Gaming Area Dollars In Dollars Out Win/Loss
Pit $75.00 -0- ($75.00)
Slot 686,611.23 $658,503.08 (28,108.15)
Totals 686,686.23 658,503.08 (28,183.15)
Petitioner agrees that the report is accurate to the extent
that it shows that she had net gambling losses of $28,183.15 in
2002. Petitioner, however, argues that the report was
“definitely incorrect” in showing that she gambled $686,686.23 in
2002. For tax purposes, it is irrelevant whether petitioner
actually gambled $686,686.23 or some other amount in 2002 in
order to arrive at net gambling losses of $28,183.15.

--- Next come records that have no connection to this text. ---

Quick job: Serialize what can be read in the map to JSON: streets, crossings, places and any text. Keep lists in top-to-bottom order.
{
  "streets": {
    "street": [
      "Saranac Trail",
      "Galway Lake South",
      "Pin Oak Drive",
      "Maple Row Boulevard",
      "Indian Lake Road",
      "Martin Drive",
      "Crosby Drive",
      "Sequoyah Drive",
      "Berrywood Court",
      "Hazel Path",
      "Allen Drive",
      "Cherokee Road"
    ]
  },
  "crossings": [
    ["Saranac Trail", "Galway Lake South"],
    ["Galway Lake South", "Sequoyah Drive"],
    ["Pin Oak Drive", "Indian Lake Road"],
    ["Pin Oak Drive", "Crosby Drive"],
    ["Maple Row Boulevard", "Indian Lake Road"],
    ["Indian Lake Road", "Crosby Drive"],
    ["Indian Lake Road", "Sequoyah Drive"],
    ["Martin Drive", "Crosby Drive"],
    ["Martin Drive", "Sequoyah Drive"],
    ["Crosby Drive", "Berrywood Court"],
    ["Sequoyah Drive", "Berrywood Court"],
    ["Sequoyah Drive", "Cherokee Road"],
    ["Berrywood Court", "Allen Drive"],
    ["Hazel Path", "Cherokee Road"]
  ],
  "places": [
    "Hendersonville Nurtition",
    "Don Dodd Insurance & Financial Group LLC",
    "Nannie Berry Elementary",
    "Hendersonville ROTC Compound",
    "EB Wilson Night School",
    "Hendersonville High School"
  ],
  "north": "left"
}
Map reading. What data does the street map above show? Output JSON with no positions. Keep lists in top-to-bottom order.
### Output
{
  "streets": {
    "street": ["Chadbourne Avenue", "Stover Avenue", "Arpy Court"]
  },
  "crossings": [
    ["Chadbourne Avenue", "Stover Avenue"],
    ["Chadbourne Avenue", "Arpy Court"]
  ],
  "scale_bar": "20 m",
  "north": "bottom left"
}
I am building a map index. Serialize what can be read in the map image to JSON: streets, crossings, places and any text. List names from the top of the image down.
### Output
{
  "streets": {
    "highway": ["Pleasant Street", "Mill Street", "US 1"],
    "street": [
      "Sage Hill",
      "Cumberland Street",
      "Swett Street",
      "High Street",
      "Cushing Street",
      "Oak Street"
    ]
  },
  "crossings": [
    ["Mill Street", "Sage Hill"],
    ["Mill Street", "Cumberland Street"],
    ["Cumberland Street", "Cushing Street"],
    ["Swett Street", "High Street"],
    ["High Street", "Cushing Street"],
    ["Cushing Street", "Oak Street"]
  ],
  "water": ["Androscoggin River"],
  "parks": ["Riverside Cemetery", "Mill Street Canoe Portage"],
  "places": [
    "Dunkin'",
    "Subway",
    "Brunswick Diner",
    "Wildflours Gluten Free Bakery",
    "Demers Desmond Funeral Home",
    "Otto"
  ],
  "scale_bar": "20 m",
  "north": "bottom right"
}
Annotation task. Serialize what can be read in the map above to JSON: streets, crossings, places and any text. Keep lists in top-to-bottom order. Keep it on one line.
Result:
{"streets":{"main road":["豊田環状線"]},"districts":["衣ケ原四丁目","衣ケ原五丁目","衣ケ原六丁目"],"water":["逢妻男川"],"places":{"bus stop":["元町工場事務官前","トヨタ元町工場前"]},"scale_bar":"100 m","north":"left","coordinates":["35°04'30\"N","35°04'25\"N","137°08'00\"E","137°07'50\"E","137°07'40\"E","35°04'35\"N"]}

TCO Martin included petitioner’s excess gambling losses on
the expenses side of the “T” account because petitioner failed to
account for the income source that she used to pay for those
losses. Unless petitioner can account for how she had paid for
her excess gambling losses in 2002, such losses were properly
included in the expenses side of the “T” account.
Petitioner claims that she used her excess winnings from
2001 to pay for her excess gambling losses in 2002. In support,
petitioner presented a Form 1040 for 2001 where she reported
winnings of $60,546 and claimed a gambling loss deduction of
$43,916, resulting in net winnings of $16,530.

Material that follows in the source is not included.